Sur la place Notre-Dame, ces deux administrateurs se quittèrent. M. Mangin, en grondant, s'en alla tout droit à sa préfecture, mais les Chabrols sont plus malins : ils savent que ce que l'ont n'obtient pas pour deux, on peut l'obtenir seul : aussi il retourne secrètement sur ses pas, va retrouver monseigneur l'archevêque et renouvelle sa demande. Il fut si aimable, si aimable, si séduisant, qu'on ne put lui refuser, d'ailleurs, il demandait une si petite relique ! Puis M. Mangin n'en saurait rien : le secret le plus rigoureux serait gardé. Monseigneur l'archevêque se laissa donc séduire : il détacha un petit os carpien ou métacarpien, et le remit entre les mains du bienheureux M. de Chabrol, qui a commandé tout de suite une petite châsse d'argent.

Quelle est la morale de tout ceci ? C'est que M. de Chabrol est un plus grand administrateur que M. Mangin ; c'est que maintenant M. de Chabrol est sûr de rester préfet , mais que M. Mangin... Pauvre M. Mangin et sa nombreuse famille !

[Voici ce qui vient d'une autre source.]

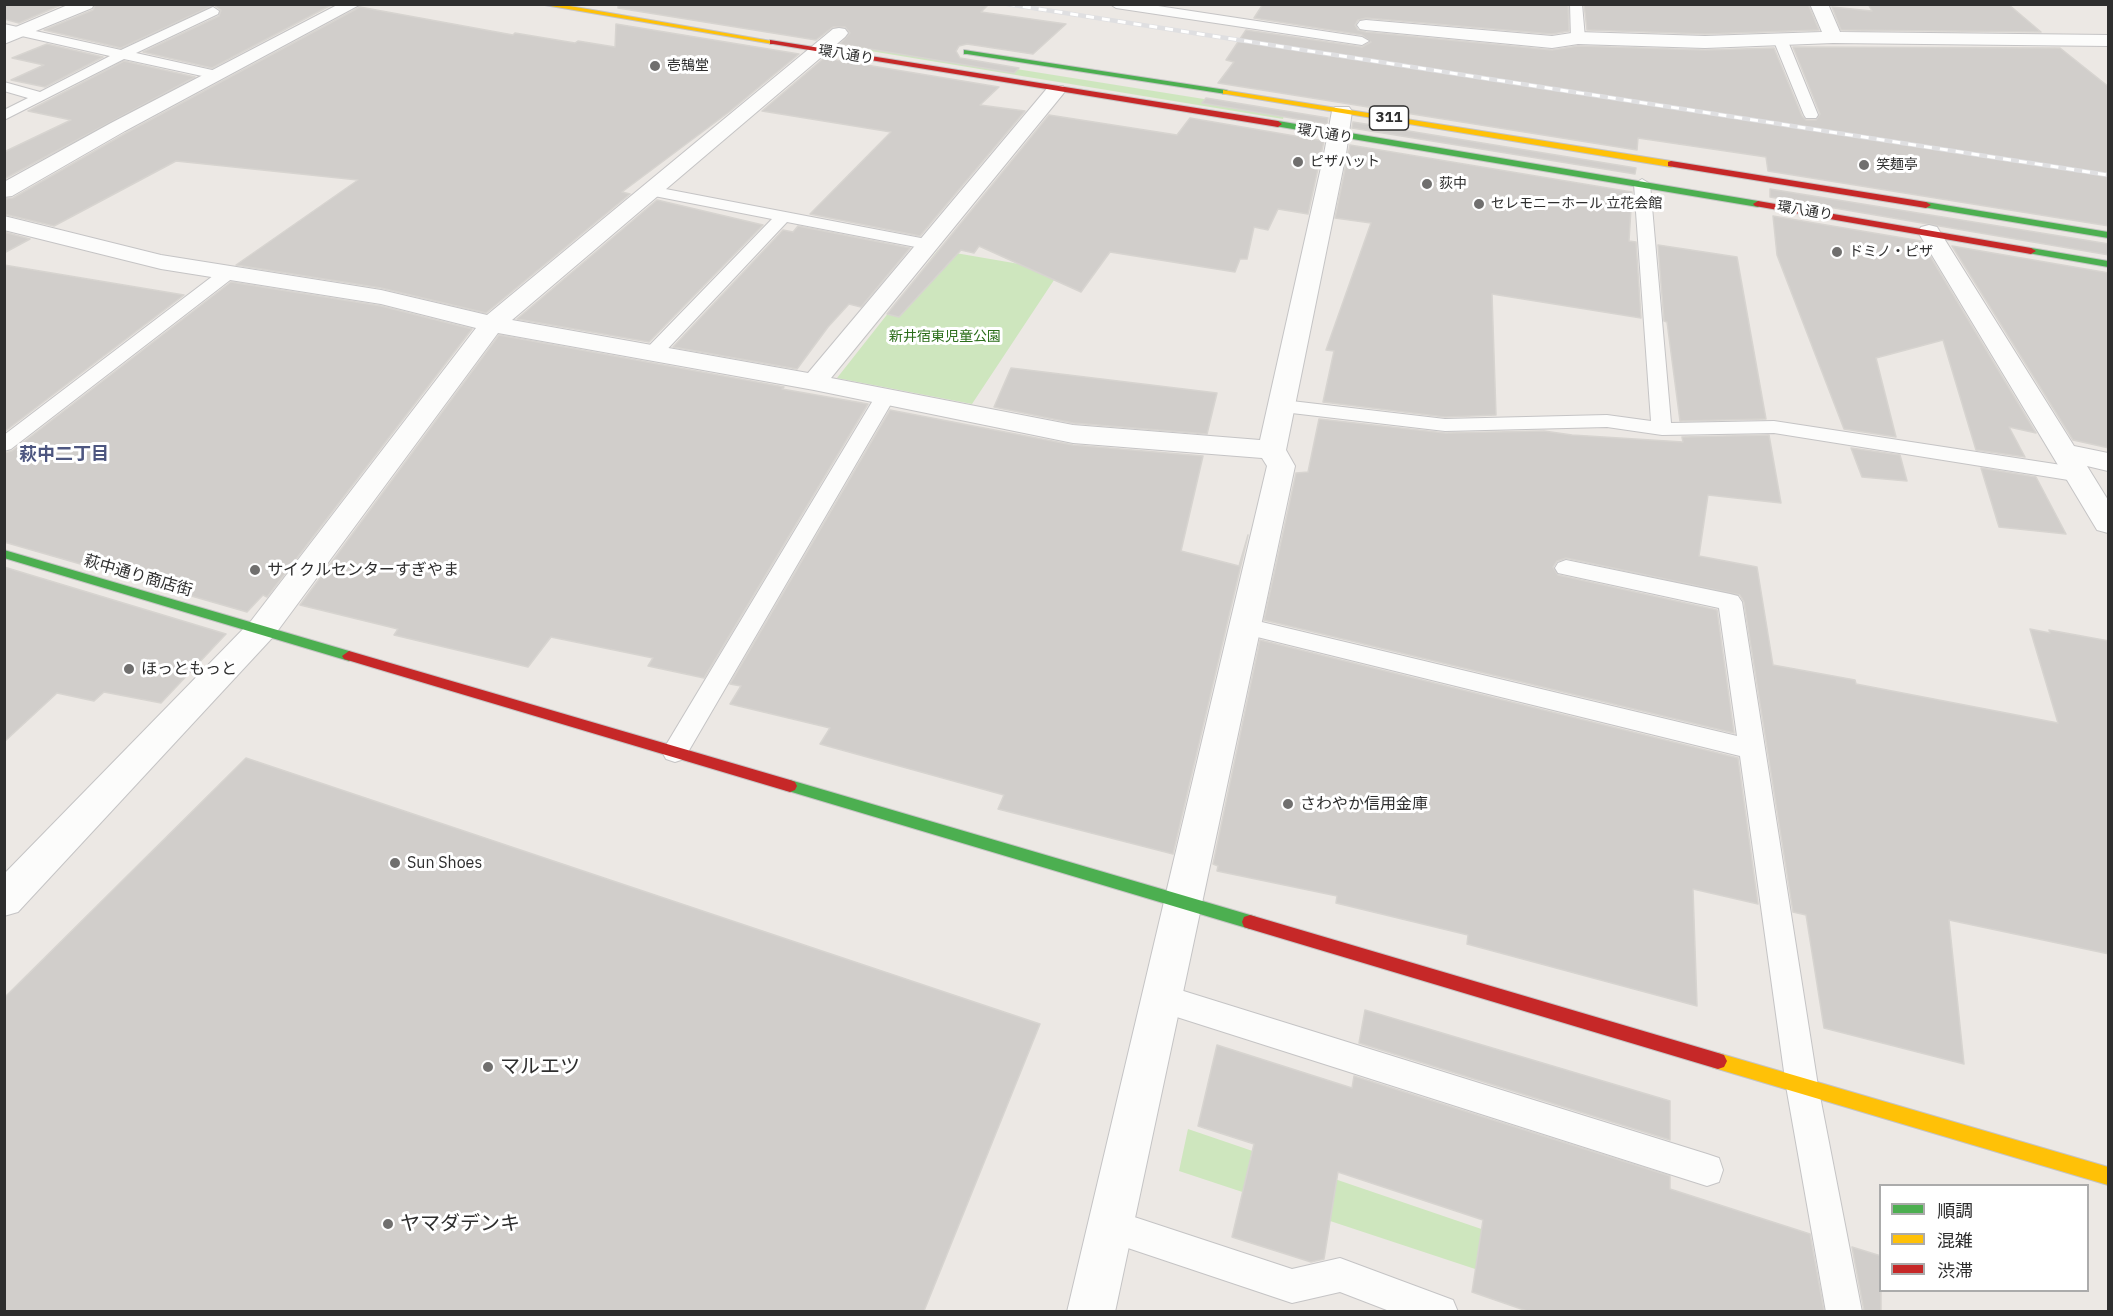 <!DOCTYPE html>
<html>
<head>
<meta charset="utf-8">
<style>
  body { margin:0 }
  #map { position:relative; width:2113px; height:1316px; overflow:hidden; background:#ece8e4; font-family:"IBM Plex Sans","Noto Sans JP",sans-serif }
  canvas { display:block }
  .frame { position:absolute; inset:0; border:6px solid #2e2e2e; pointer-events:none }
  .legend { position:absolute; left:1879px; top:1184px; width:210px; height:108px; box-sizing:border-box; background:#fff; border:2px solid #ababab; margin:0; padding:8px 10px; list-style:none; font-size:18px; color:#2e2e2e }
  .legend li { display:flex; align-items:center; gap:12px; height:30px }
  .legend b { width:30px; border:2px solid #ababab }
</style>
</head>
<body>
<div id="map">
<canvas width="2113" height="1316"></canvas>
<div class="frame"></div>
<ul class="legend">
<li><b style="height:8px;background:#4caf50"></b>順調</li>
<li><b style="height:8px;background:#ffc107"></b>混雑</li>
<li><b style="height:8px;background:#c62828"></b>渋滞</li>
</ul>
</div>
<script>
const ctx = document.querySelector('canvas').getContext('2d');
ctx.lineJoin = 'round';
function fill(path, color) {
  ctx.fillStyle = color;
  ctx.fill(path, 'evenodd');
}
function strokePath(path, color, width, dash) {
  ctx.strokeStyle = color;
  ctx.lineWidth = width;
  ctx.lineCap = dash ? 'butt' : 'round';
  ctx.setLineDash(dash || []);
  ctx.stroke(path);
}
function label(font, color, halo, rows, align = 'center') {
  ctx.font = font + ' "IBM Plex Sans","Noto Sans JP",sans-serif';
  ctx.lineWidth = 6;
  ctx.setLineDash([]);
  ctx.textBaseline = 'middle';
  ctx.strokeStyle = halo;
  ctx.fillStyle = color;
  for (const [text, x, y, turn = 0] of rows) {
    ctx.save();
    ctx.translate(x, y);
    ctx.rotate((+turn || 0) * Math.PI / 180);
    ctx.textAlign = isNaN(turn) ? turn : align;
    if (halo) ctx.strokeText(text, 0, 0);
    ctx.fillText(text, 0, 0);
    ctx.restore();
  }
}
const green = new Path2D(`
  M860,44L1285,112L1283,119L846,47Z
  M938,250L1060,271L972,404L837,378Z
  M1188,1129L1722,1311H1602L1179,1171Z`);
const building = new Path2D(`
  M4,4H63L19,23L4,19Z
  M96,4H333L212,68L143,52L219,16L221,10L214,5L121,48L44,30L93,10Z
  M618,4H989L981,12L1066,24L1033,54L967,44L959,46L956,51L960,58L1019,68L1014,73L840,44L850,33L845,27H833L816,40L618,8Z
  M1263,4H1568L1569,31L1552,34L1366,18L1358,20L1355,25L1358,30L1366,32L1552,50L1578,46L1705,50L1774,48L1802,116L1806,120H1816L1820,114L1793,47L2060,48L2109,87V226L1768,171L1766,157L1638,138L1637,150L1218,83L1234,62L1226,60L1246,30L1362,47L1371,42L1362,35L1254,18Z
  M1584,4H1808L1819,30L1705,34L1587,30Z
  M1868,4H2008L2041,32L1841,30L1832,7L1872,11Z
  M360,7L513,35L515,33L575,43L578,41L615,47L616,24L799,54L729,112L622,192L630,194L486,313L381,288L236,265L358,180L176,161L54,226L4,214V199L13,198L126,133Z
  M47,44L103,57L45,87L11,80L44,65L12,58Z
  M824,58L999,87L980,105L1025,111L920,236L810,214L891,132L762,111Z
  M124,61L195,77L4,179V152L71,120L28,111Z
  M1206,98L1328,118L1327,124L1202,103Z
  M1049,115L1177,135L1190,118L1324,141L1308,214L1278,209L1268,230L1254,227L1247,259H1240L1235,272L1110,252L1081,292L979,246L974,253L961,250L899,317L887,314Z
  M1353,122L1636,168L1635,174L1352,128Z
  M1350,145L1632,192L1629,241L1636,242L1641,318L1492,294L1496,415L1445,417L1323,402L1334,351L1326,350L1371,223L1335,218Z
  M1770,189L2109,244V255L1770,197Z
  M657,200L763,225L649,342L517,319Z
  M1773,216L1921,241L2036,433L2009,427L2025,457L1976,450L1943,340L1876,358L1896,437L1844,429L1777,255Z
  M798,226L910,248L861,307L849,304L828,327L797,369L673,347L783,230L793,232Z
  M4,232L30,239L4,253Z
  M1658,245L1737,257L1766,419L1680,421L1667,322L1664,321Z
  M1952,246L2109,273V448L2073,440Z
  M4,265L184,295L4,432Z
  M231,282L381,306L472,329L267,597L263,595L247,612L4,542V453L12,451Z
  M499,335L784,387L782,389L868,404L704,678L648,666L653,658L551,637L528,667L394,635L398,629L300,605Z
  M1011,368L1217,393L1207,434L1073,423L994,407Z
  M890,410L1073,445L1203,456L1181,551L1239,566L1248,535L1173,854L998,809L1004,795L820,744L830,728L730,704L741,686L730,684Z
  M1319,419L1445,433L1544,431L1572,435L1683,442L1682,437L1769,435L1781,503L1708,495L1699,556L1757,567L1773,665L1855,680L1856,684L2058,723L2030,629L2050,633L2049,630L2109,641V954L1949,920L1964,1064L1824,1028L1806,915L1793,912L1744,602L1740,595L1566,558L1557,561L1553,567L1558,575L1717,610L1734,733L1264,620L1296,473L1308,472Z
  M1851,448L1900,455L1907,481L1862,477Z
  M1981,468L2036,477L2066,534L1999,527Z
  M4,567L226,634L161,703L104,692L94,701L57,693L4,742Z
  M1260,640L1738,758L1758,904L1693,889L1697,1006L1467,944L1468,935L1336,903L1337,896L1217,871L1218,866L1213,864Z
  M246,758L1040,1024L924,1311H4V998Z
  M1365,1010L1670,1101V1140L1359,1043Z
  M1217,1045L1352,1088L1354,1076L1670,1176V1189L1810,1234L1824,1311H1527L1472,1292L1483,1220L1338,1172L1324,1259L1311,1262L1232,1237L1254,1144L1198,1126Z
  M1852,1247L1881,1256V1311H1864Z`);
const lane = new Path2D(`
  M1110,4H1145L1362,37L1369,41L1362,45L1116,8Z
  M1570,4H1582L1585,38L1583,41H1573L1571,38Z
  M213,7L219,11L218,14L136,53L221,72L223,75L221,78L216,79L124,59L4,120V110L28,98L4,91V82L40,92L110,56L4,32V24L121,50Z
  M1780,35L1787,39L1818,115L1816,118H1806L1804,115L1773,39Z
  M1642,179L1650,184L1671,423L1774,421L2081,468L2088,470L2091,475L2088,480L2081,482L1774,433L1662,435L1607,427L1445,431L1283,412L1276,410L1273,406L1276,402L1283,400L1445,419L1607,415L1651,421L1634,184Z
  M650,186L926,239L934,244L926,249L787,222L659,358H645L643,354L645,350L772,219L644,194L642,191L644,188Z
  M228,268L234,269L237,273L234,277L11,449L4,451V435L222,269Z
  M885,391L892,393L895,397L684,759L675,762L666,759L662,752L666,745L875,397L878,393Z
  M1566,560L1730,594L1738,596L1742,602L1818,1086L1862,1312H1826L1786,1086L1740,756L1245,634L1237,632L1233,626L1237,620L1245,618L1737,736L1719,608L1558,573L1555,568L1558,563Z
  M1161,984L1707,1154L1719,1158L1723,1170L1719,1182L1707,1186L1161,1012L1150,1008L1146,998L1150,988Z
  M1110,1209L1292,1269L1340,1258L1453,1300L1458,1312H1392L1340,1292L1292,1303L1098,1238L1093,1226L1098,1214Z`);
const street = new Path2D(`
  M70,4H94L92,8L4,44V32Z
  M339,4H361L125,131L12,196L4,197V182L111,123Z
  M1810,4H1828L1840,32L2108,35V46L1833,43L1705,48L1578,44L1552,48L1366,30L1360,29L1357,25L1360,21L1366,20L1552,36L1578,32L1705,36L1822,32Z
  M839,28L845,29L848,33L845,37L512,320L808,373L1049,86H1063L1066,90L1063,94L831,378L1073,425L1260,440L1324,154L1332,111L1335,107H1349L1352,111L1346,154L1286,450L1295,466L1115,1312H1067L1267,466L1262,458L1073,443L814,390L498,333L273,637L18,912L4,916V874L251,621L476,328L381,304L161,269L4,230V216L161,255L381,290L487,315L833,29Z
  M1929,225L1937,227L1940,232L2074,446L2108,453V471L2087,466L2108,500V533L2097,530L1918,232L1921,227Z`);
const fast = new Path2D(`
  M964,50L1226,90L1230,92L1226,94L967,54H964Z
  M1278,121L1758,201L1763,204L1758,207L1275,126V122Z
  M1926,202L2108,232V238L1923,207V203Z
  M2031,248L2108,261V267L2028,253L2026,251Z
  M4,550L349,651L356,656L349,661L4,558Z
  M790,780L1250,915L1256,917L1258,922L1256,927L1250,929L785,790L783,786L785,782Z`);
const slow = new Path2D(`
  M539,4H558L777,42L773,44Z
  M1223,90L1671,161L1675,164L1671,167L1226,94H1223Z
  M1718,1053L2108,1167V1185L1718,1069L1712,1067L1709,1061L1712,1055Z`);
const jam = new Path2D(`
  M770,40L1278,121L1282,124L1278,127L773,44H770Z
  M1671,161L1926,202L1931,205L1926,208L1668,166V162Z
  M1758,201L2031,248L2036,251L2031,254L1755,206L1753,204Z
  M349,651L790,780L795,782L797,786L795,790L790,792L344,659L342,656Z
  M1250,915L1718,1053L1724,1055L1727,1061L1724,1067L1718,1069L1250,929L1244,927L1242,922L1244,917Z`);
const rail = new Path2D(`
  M1007,4L2108,175`);
const markers = [
  [655,66,6,"#706f6e"],
  [1298,162,6,"#706f6e"],
  [1864,165,6,"#706f6e"],
  [1427,184,6,"#706f6e"],
  [1479,204,6,"#706f6e"],
  [1837,252,6,"#706f6e"],
  [255,570,6,"#706f6e"],
  [129,669,6,"#706f6e"],
  [1288,804,6,"#706f6e"],
  [395,863,6,"#706f6e"],
  [488,1067,6,"#706f6e"],
  [388,1224,6,"#706f6e"]
];
const farStreetnames = [
  ["環八通り",846,55,9],
  ["環八通り",1325,134,9],
  ["環八通り",1805,211,9]
];
const farPoinames = [
  ["壱鵠堂",667,66],
  ["ピザハット",1310,162],
  ["笑麺亭",1876,165],
  ["荻中",1439,184],
  ["セレモニーホール 立花会館",1491,204],
  ["ドミノ・ピザ",1849,252]
];
const farParknames = [
  ["新井宿東児童公園",945,337]
];
const shields = [
  [1389,118,39]
];
const shieldNames = [
  ["311",1389,118]
];
const poiNames = [
  ["サイクルセンターすぎやま",267,570],
  ["ほっともっと",141,669],
  ["さわやか信用金庫",1300,804],
  ["Sun Shoes",407,863]
];
const streetNames = [
  ["萩中通り商店街",138,576,16]
];
const neighbourhoodNames = [
  ["萩中二丁目",64,455]
];
const nearPoinames = [
  ["マルエツ",500,1067],
  ["ヤマダデンキ",400,1224]
];
fill(green, '#cee6be');
fill(building, '#d1cecb');
strokePath(building, '#d7d4d0', 1.5);
strokePath(lane, '#c5c4c5', 2);
strokePath(street, '#c5c4c5', 2);
strokePath(fast, '#c5c4c5', 2);
strokePath(slow, '#c5c4c5', 2);
strokePath(jam, '#c5c4c5', 2);
fill(lane, '#fcfcfb');
fill(street, '#fcfcfb');
fill(fast, '#4caf50');
fill(slow, '#ffc107');
fill(jam, '#c62828');
strokePath(rail, '#dfdfe1', 4.5);
strokePath(rail, '#fff', 3, [8]);
for (const [x, y, r, color] of markers) {
  const dot = new Path2D();
  dot.arc(x, y, r, 0, 2 * Math.PI);
  ctx.fillStyle = color;
  ctx.fill(dot);
  strokePath(dot, '#fff', 2);
}
label('14px', '#2e2e2e', '#fff', farStreetnames);
label('14px', '#2e2e2e', '#fff', farPoinames, 'left');
label('14px', '#2c6e1b', '#fff', farParknames);
for (const [x, y, w] of shields) {
  const box = new Path2D();
  box.roundRect(x - w / 2, y - 12, w, 24, 4.5);
  ctx.fillStyle = '#fff';
  ctx.fill(box);
  strokePath(box, '#2e2e2e', 1.5);
}
label('bold 15px', '#2e2e2e', null, shieldNames);
label('16px', '#2e2e2e', '#fff', poiNames, 'left');
label('16px', '#2e2e2e', '#fff', streetNames);
label('bold 18px', '#4d5680', '#fff', neighbourhoodNames);
label('20px', '#2e2e2e', '#fff', nearPoinames, 'left');
</script>
</body>
</html>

Gazette littéraire. Paris. 29 avril 1830


Saint Vincent de Paul. Vitrail de Charles Champigneulle, vers 1885.
Église Notre-Dame, Saint-Mandé, Val-de-Marne.


MERCREDI 26 MAI 1830

Suite de l'extrait des procès-verbaux relatifs au corps de saint Vincent de Paul
M. l'archevêque ayant désiré que quelque portion des reliques fût donnée à l'église Notre-Dame, à l'église Saint Vincent de Paul, à Paris, à l'église de Clichy, à la maison principale des Filles de la Charité, à l'hospice de la Pitié, à l'Hôtel-Dieu et à la cathédrale de Versailles, MM. de Saint-Lazare ont déclaré y consentir. Ils ont demandé de leur côté qu'on leur abandonnât la caisse de chêne où le corps avoit été long-temps renfermé, ainsi que les linges, l'aube, les gants, l'étole, les souliers contenus dans cette caisse ; M. l'archevêque leur a fait délivrer la caisse et les objets.
A la fin de la séance du 6 avril, le corps du Saint avoit été déposé provisoirement dans l'Oratoire de M. l'archevêque. Le 10 avril, M. l'abbé Desjardins, grand-vicaire, trois chanoines, quatre des MM. de Saint-Lazare et les quatre médecins nommés précédemment se sont réunis dans ce lieu, sur l'invitation de M. l'archevêque. Les médecins ont disposé les ossemens dans leur position naturelle et ont rattaché ceux qui en avoient besoin. On a pris des précautions pour préserver la relique de l'action de l'air. Tous les ossemens ont été entourés et garnis de ouate de soie, et la poitrine remplie de ouate et de charpie. Des rubans ont été disposés pour assujétir les différentes parties du corps, et quatorze sceaux ont été apposés à divers endroits. Le corps a été revêtu d'une tunique de soie blanche, d'une aube d'un riche travail donnée par une personne pieuse, d'une étole de moire violette richement brodée en or et donnée par les Filles de la charité, d'une soutane et d'une ceinture de soie noire, d'un rochet à grandes manches à la romaine, d'une étole pastorale d'étoffe d'or richement brodée en or, donnée par M. l'archevêque, de bas de soie noire et de souliers de velours noir. La tête est couverte .d'une large calotte de soie noire, et on y a adapté une représentation de la figure en cire. On a fait également une représentation des mains en cire. Entre les mains, on a placé un crucifix d'ivoire avec un petit reliquaire d'argent, ce crucifix étoit dans le trësor de Notre-Dame, et l'on croit qu'il a servi à saint Vincent de Paul pour exhorter Louis XIII à la mort. Le corps a été fixé sur un coussin de velours violet, et p!acë sur une estrade, pour demeurer exposé dans l'Oratoire à la vénération des personnes que M. l'archevêque a bien voulu admettre jusqu'au moment de la translation. Le procès-verbal est signé des chanoines, Lazaristes et médecins. De plus, il fait mention des portions de reliques distribuées à différentes églises et communautés. M. l'archevêque s'est réservé une moitié du tiers inférieur de la moitié supérieure du radius droit, et a réuni au corps la main droite qui lui avoit été d'abord destinée.